For many representatives of indigenous peoples myths are not legends or fanciful explanations, but realities and express the difference in the world, or different ways of inhabiting the earth. Explanations related to the origin of the world, the plants, the animals, the sun and the moon, among others. They are means of reflection on the existence, the cosmos and social relations. These different explanations of their origin, led the native inhabitants of the Amazon to maintain different forms of connection with their places.

A first point that contrasts with our western form is that the relationship that these indigenous peoples mostly establish with animals and plants is not only subsistence but a vital relationship, full of meanings, values and interests of knowledge. In this way, living and non-living beings are more than natural resources, their presence in the Amerindian cosmologies forces us to take them from another perspective, otherwise we run the risk of mutilating a philosophical elaboration that has little or no correspondence with our assumptions about culture and nature.

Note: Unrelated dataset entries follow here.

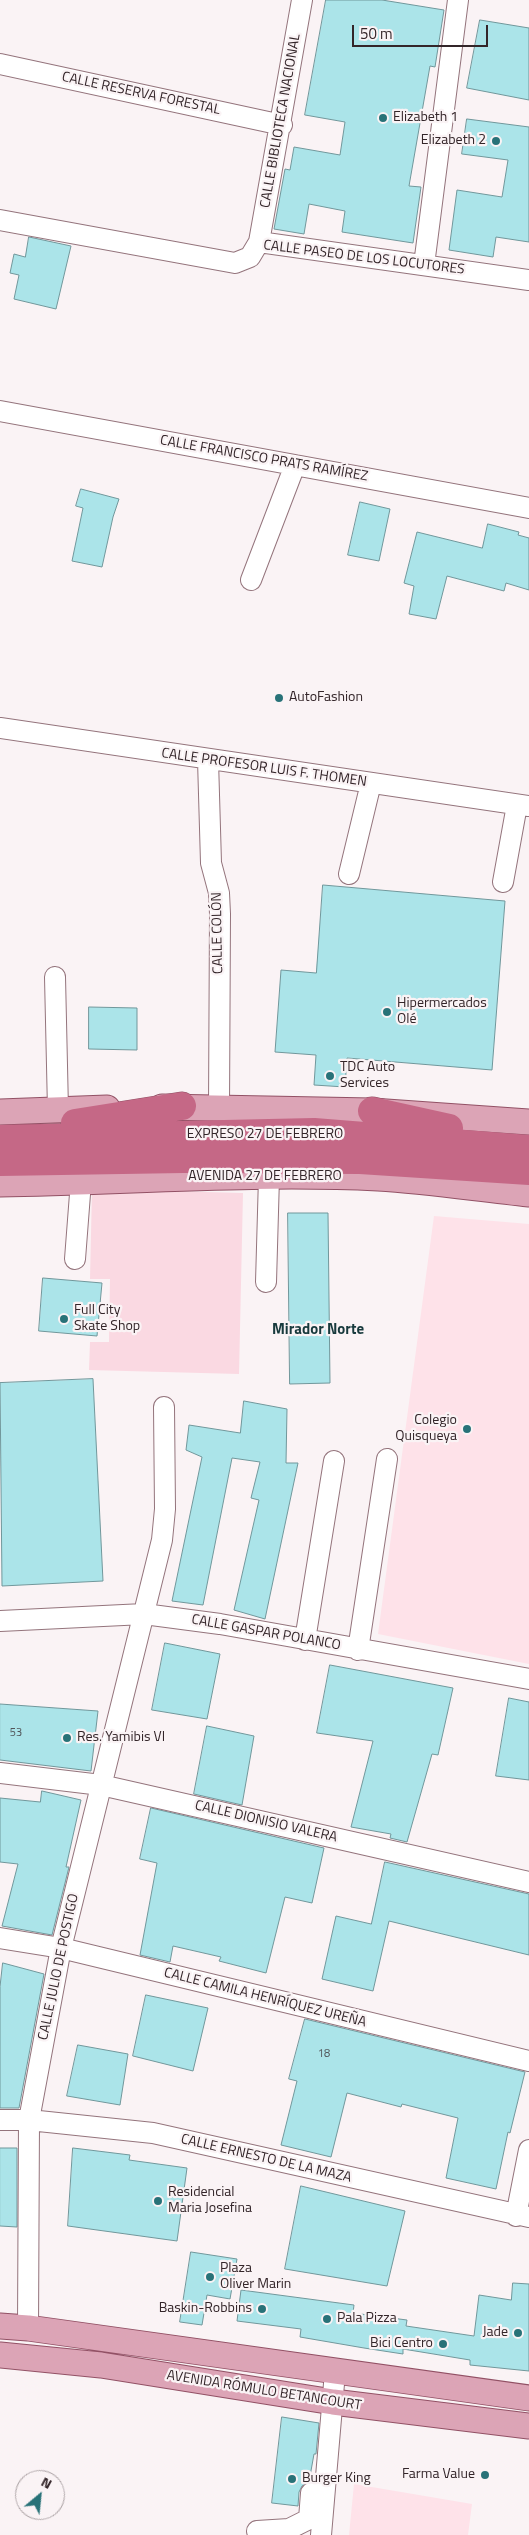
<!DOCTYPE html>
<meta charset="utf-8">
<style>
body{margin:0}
#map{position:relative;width:529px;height:2535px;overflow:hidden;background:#faf3f5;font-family:"Titillium Web",sans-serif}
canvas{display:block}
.north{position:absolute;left:15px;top:2470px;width:50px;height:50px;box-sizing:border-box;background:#faf3f5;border:1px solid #aaa1a3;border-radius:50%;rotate:28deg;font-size:14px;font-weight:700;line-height:20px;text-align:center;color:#332529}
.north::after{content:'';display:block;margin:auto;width:18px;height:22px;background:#287278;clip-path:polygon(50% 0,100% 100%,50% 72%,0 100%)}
.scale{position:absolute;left:352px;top:25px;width:136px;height:22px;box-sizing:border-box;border:2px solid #332529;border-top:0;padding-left:6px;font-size:15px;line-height:18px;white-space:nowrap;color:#332529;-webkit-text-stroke:4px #faf3f5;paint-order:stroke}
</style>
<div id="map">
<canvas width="529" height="2535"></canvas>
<div class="north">N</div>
<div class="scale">50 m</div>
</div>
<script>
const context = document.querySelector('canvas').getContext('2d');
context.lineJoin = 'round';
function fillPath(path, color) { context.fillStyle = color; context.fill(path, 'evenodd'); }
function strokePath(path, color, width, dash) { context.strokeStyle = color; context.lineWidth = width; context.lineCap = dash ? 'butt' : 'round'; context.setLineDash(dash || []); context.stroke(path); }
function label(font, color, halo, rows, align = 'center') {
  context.font = font + ' "Titillium Web",sans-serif'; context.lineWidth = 4.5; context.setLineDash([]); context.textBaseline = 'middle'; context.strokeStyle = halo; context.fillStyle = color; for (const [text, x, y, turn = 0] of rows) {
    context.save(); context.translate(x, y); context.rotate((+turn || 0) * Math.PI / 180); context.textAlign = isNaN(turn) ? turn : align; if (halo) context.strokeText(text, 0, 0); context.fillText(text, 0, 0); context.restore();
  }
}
fillPath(new Path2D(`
 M434,1216l95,8v440l-151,-30z
 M354,2484l118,20 -4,31h-119z`), '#fee2e9');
fillPath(new Path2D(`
 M92,1189l151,4 -4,181 -150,-4 1,-28h19l1,-63h-20z`), '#fad9e2');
const building = new Path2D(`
 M326,0h56l62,10 -9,57 -5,-1 -21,120 12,1 -8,56 -71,-11 3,-21 -36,-7 -5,30 -30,-5 11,-60 5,1 4,-23 46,8 5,-33 -40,-7z
 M480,20l49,8v72l-62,-12z
 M467,119l62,8v115l-33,-5 -3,20 -44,-7 8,-60 45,7 6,-37 -46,-6z
 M29,237l42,9 -15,63 -42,-10 5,-24 -9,-2 4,-19 11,3z
 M81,489l38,10 -6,18 -11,50 -30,-6 11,-53 -7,-2z
 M360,502l30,7 -11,52 -31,-6z
 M488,524l31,8 -1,3 11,3v52l-23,-7 -2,8 -57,-15 -11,43 -27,-5 5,-28 -10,-3 13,-51 65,16z
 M323,885l182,16 -13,169 -145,-12 -2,29 -31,-2 2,-30 -41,-3 6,-82 35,3z
 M89,1007l48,1v42l-48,-1z
 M288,1213h40l2,170 -40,1z
 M43,1278l59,5 -5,53 -58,-5z
 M93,1379l10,202 -101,5 -2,-203z
 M244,1401l43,8 -1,54h12l-33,156 -31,-9 25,-110 -8,-2 9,-36 -28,-4 -29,147 -31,-4 30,-144 -16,-7 3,-25 51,8z
 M165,1643l55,11 -13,65 -55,-9z
 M330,1665l123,23 -15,67 -6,-1 -25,88 -17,-4 1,-4 -40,-7 22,-86 -56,-8z
 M509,1698l20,4v78l-33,-4z
 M0,1704l98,7 -7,60 -91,-11z
 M207,1726l47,10 -12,69 -48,-11z
 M42,1791l39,9 -15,67h3l-17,68 -50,-9 16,-62 -18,-2v-64l40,4z
 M151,1808l173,40 -12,55 -27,-6 -19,76 -47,-12 2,-4 -48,-11 -3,16 -30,-7 17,-92 -17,-4z
 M385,1862l144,32v61l-140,-34 -16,70 -51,-12 14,-63 35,8z
 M3,1963l41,11 -25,134h-19v-121z
 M146,1995l62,13 -15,63 -60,-15z
 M305,2019l220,53 -15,61 -2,-1 -12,57 -50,-11 12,-60 -56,-14 -1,3 -54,-14 -16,64 -50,-12 16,-64 -8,-2z
 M78,2045l50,9 -8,51 -53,-9z
 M0,2148h17v79l-17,-1z
 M73,2148l57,7 -1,5 58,8 -10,73 -109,-15z
 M301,2186l104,25 -18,75 -102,-17z
 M191,2252l46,7 -7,40 -23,-4 -5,30 -22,-3z
 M513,2283l16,1v87l-59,-6v-5l-67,-11v5l-39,-6 -64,-11 1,-8 -64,-8 4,-31 113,15 -1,8 54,7 -1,6 68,10 5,-41 32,5z
 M282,2417l37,6 -3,31h-2l-5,28 -7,4 -3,6 -1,14 -26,-3z`);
fillPath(building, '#abe4e9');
strokePath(building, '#71979b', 1);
const minor = new Path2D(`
 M0,64l282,61
 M0,220l235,43 15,-6 9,-15 43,-242
 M259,242l270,38
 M424,265l34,-265
 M0,411l529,97
 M251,580l44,-115
 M0,728l529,78
 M208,760l3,103 8,30 1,21 -1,194
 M349,874l22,-91
 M503,882l14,-77
 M55,977l3,133
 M75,1259l6,-78
 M266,1282l3,-105
 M0,1621l144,-7 76,10 309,55
 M305,1640l29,-179
 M358,1650l29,-191
 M0,1773l101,12 428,97
 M0,1938l61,10 468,113
 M0,2120h29l124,13 376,84
 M516,2216l13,-66
 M28,2328l1,-208 32,-172 101,-408 3,-31 -1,-102
 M257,2531l32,-2 20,-10 2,-26
 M321,2535l14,-163`);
const major = new Path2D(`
 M162,1107l210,4 157,11
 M0,1112l107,-4
 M0,1184c126,-2 252,-12 378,-6 51,3 101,11 151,16
 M0,2326l28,2 501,70
 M0,2355l101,10 232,37 196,24`);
const highway = new Path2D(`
 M372,1111l77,17
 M75,1123l107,-17
 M0,1139l314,-7 215,17
 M0,1162l183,-3 177,1 169,11`);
strokePath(minor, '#94747c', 22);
strokePath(major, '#925165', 27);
strokePath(highway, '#925165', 29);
strokePath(minor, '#fff', 20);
strokePath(major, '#dca4b6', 25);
strokePath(highway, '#c56886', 28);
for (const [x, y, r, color] of [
 [383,118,5,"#287278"],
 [496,141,5,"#287278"],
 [279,698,5,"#287278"],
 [387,1012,5,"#287278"],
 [330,1076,5,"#287278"],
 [64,1319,5,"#287278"],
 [467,1429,5,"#287278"],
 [67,1738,5,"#287278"],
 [158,2201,5,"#287278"],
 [210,2277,5,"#287278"],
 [262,2309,5,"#287278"],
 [327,2319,5,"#287278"],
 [518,2333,5,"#287278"],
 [443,2344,5,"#287278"],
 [485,2475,5,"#287278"],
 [292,2479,5,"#287278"]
]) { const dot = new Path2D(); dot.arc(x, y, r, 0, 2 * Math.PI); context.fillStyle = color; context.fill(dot); strokePath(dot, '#faf3f5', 2); }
label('11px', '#515559', null, [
 ["53",16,1733],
 ["18",324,2054]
]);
label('14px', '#332529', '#faf3f5', [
 ["CALLE RESERVA FORESTAL",141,94,12],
 ["CALLE BIBLIOTECA NACIONAL",281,121,-80],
 ["CALLE PASEO DE LOS LOCUTORES",364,258,7],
 ["CALLE FRANCISCO PRATS RAMÍREZ",264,459,10],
 ["CALLE PROFESOR LUIS F. THOMEN",264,768,8],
 ["CALLE COLÓN",218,933,-91],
 ["EXPRESO 27 DE FEBRERO",265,1135],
 ["AVENIDA 27 DE FEBRERO",265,1177],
 ["CALLE GASPAR POLANCO",266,1633,10],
 ["CALLE DIONISIO VALERA",266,1822,13],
 ["CALLE JULIO DE POSTIGO",59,1967,-78],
 ["CALLE CAMILA HENRÍQUEZ UREÑA",265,1998,14],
 ["CALLE ERNESTO DE LA MAZA",266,2159,13],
 ["AVENIDA RÓMULO BETANCOURT",264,2391,9]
]);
label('14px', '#332529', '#faf3f5', [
 ["Elizabeth 1",393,118],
 ["Elizabeth 2",486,141,"right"],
 ["AutoFashion",289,698],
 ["Hipermercados",397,1004],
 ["Olé",397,1020],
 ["TDC Auto",340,1068],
 ["Services",340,1084],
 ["Full City",74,1311],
 ["Skate Shop",74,1327],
 ["Colegio",457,1421,"right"],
 ["Quisqueya",457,1437,"right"],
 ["Res. Yamibis VI",77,1738],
 ["Residencial",168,2193],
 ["Maria Josefina",168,2209],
 ["Plaza",220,2269],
 ["Oliver Marin",220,2285],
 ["Baskin-Robbins",252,2309,"right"],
 ["Pala Pizza",337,2319],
 ["Jade",508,2333,"right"],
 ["Bici Centro",433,2344,"right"],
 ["Farma Value",475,2475,"right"],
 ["Burger King",302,2479]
], 'left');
label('bold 15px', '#183a3d', '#faf3f5', [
 ["Mirador Norte",318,1330]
]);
</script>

Without doubt, these stories of indigenous life and their relations in economics, politics, and religion have visible effects in the way they manage landscapes and in the conservation of the diversity of life, that is, in the construction and maintenance of the Amazonian forest. We must take amerindian perspectives seriously, through the sensitive listening of their mythical narratives.


[1] Excerpt of a Huni Kuin narrative in Maccalum, Cecilia. Inca e Nawa: produção, transformação e transcedência na história Kaxinawa (2002, p.386).

[3] Enciclopédia da floresta

[4] Ñahuri; Kumarõ. Mitologia sagrada dos Tukano Hausirõ Porã. São Gabriel da Cachoeira, UNIRT/FOIRN, 2003.